▶ TASK MATERIAL
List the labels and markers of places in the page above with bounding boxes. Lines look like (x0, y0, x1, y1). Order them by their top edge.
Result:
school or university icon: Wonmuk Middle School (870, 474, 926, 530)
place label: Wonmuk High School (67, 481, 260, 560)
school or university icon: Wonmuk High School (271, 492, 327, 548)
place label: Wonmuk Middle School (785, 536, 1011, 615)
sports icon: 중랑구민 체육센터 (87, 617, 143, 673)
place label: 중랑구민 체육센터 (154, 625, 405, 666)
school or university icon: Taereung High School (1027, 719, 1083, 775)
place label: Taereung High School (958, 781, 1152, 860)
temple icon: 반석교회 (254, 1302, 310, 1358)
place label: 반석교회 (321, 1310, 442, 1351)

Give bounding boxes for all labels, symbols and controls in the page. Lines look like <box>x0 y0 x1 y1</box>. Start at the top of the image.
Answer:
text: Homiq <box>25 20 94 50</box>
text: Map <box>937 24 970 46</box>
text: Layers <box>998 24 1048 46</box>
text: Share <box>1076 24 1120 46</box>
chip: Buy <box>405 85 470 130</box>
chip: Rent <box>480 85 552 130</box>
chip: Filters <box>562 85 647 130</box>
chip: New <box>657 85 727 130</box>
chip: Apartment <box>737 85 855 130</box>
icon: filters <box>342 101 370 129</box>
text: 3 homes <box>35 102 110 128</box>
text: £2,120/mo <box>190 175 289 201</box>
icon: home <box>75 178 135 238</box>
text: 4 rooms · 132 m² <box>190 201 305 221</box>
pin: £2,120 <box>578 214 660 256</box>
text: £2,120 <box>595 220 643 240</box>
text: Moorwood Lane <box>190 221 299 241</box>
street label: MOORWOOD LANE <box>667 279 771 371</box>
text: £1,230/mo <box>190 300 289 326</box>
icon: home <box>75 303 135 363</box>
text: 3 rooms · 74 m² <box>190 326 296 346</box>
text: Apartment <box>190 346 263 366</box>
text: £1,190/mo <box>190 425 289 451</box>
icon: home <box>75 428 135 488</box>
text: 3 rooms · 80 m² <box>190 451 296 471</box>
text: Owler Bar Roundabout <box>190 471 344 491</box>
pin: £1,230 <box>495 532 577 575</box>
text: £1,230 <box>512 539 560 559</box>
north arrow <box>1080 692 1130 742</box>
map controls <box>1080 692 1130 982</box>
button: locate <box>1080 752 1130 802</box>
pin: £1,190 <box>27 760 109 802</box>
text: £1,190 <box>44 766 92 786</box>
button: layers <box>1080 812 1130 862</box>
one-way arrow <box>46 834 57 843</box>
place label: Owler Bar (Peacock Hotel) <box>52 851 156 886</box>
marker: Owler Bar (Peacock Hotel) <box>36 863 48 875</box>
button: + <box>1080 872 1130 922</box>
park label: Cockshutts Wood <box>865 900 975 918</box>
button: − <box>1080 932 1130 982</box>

▶ REQUIREMENT
Copy out the data above, word for word.

▶ RESULT OF THIS TASK
List the labels and markers of places in the page above with bounding boxes. Lines look like (x0, y0, x1, y1). Order them by their top edge.
Result:
school or university icon: Wonmuk Middle School (870, 474, 926, 530)
place label: Wonmuk High School (67, 481, 260, 560)
school or university icon: Wonmuk High School (271, 492, 327, 548)
place label: Wonmuk Middle School (785, 536, 1011, 615)
sports icon: 중랑구민 체육센터 (87, 617, 143, 673)
place label: 중랑구민 체육센터 (154, 625, 405, 666)
school or university icon: Taereung High School (1027, 719, 1083, 775)
place label: Taereung High School (958, 781, 1152, 860)
temple icon: 반석교회 (254, 1302, 310, 1358)
place label: 반석교회 (321, 1310, 442, 1351)

Give bounding boxes for all labels, symbols and controls in the page. Lines look like <box>x0 y0 x1 y1</box>. Start at the top of the image.
Answer:
text: Homiq <box>25 20 94 50</box>
text: Map <box>937 24 970 46</box>
text: Layers <box>998 24 1048 46</box>
text: Share <box>1076 24 1120 46</box>
chip: Buy <box>405 85 470 130</box>
chip: Rent <box>480 85 552 130</box>
chip: Filters <box>562 85 647 130</box>
chip: New <box>657 85 727 130</box>
chip: Apartment <box>737 85 855 130</box>
icon: filters <box>342 101 370 129</box>
text: 3 homes <box>35 102 110 128</box>
text: £2,120/mo <box>190 175 289 201</box>
icon: home <box>75 178 135 238</box>
text: 4 rooms · 132 m² <box>190 201 305 221</box>
pin: £2,120 <box>578 214 660 256</box>
text: £2,120 <box>595 220 643 240</box>
text: Moorwood Lane <box>190 221 299 241</box>
street label: MOORWOOD LANE <box>667 279 771 371</box>
text: £1,230/mo <box>190 300 289 326</box>
icon: home <box>75 303 135 363</box>
text: 3 rooms · 74 m² <box>190 326 296 346</box>
text: Apartment <box>190 346 263 366</box>
text: £1,190/mo <box>190 425 289 451</box>
icon: home <box>75 428 135 488</box>
text: 3 rooms · 80 m² <box>190 451 296 471</box>
text: Owler Bar Roundabout <box>190 471 344 491</box>
pin: £1,230 <box>495 532 577 575</box>
text: £1,230 <box>512 539 560 559</box>
north arrow <box>1080 692 1130 742</box>
map controls <box>1080 692 1130 982</box>
button: locate <box>1080 752 1130 802</box>
pin: £1,190 <box>27 760 109 802</box>
text: £1,190 <box>44 766 92 786</box>
button: layers <box>1080 812 1130 862</box>
one-way arrow <box>46 834 57 843</box>
place label: Owler Bar (Peacock Hotel) <box>52 851 156 886</box>
marker: Owler Bar (Peacock Hotel) <box>36 863 48 875</box>
button: + <box>1080 872 1130 922</box>
park label: Cockshutts Wood <box>865 900 975 918</box>
button: − <box>1080 932 1130 982</box>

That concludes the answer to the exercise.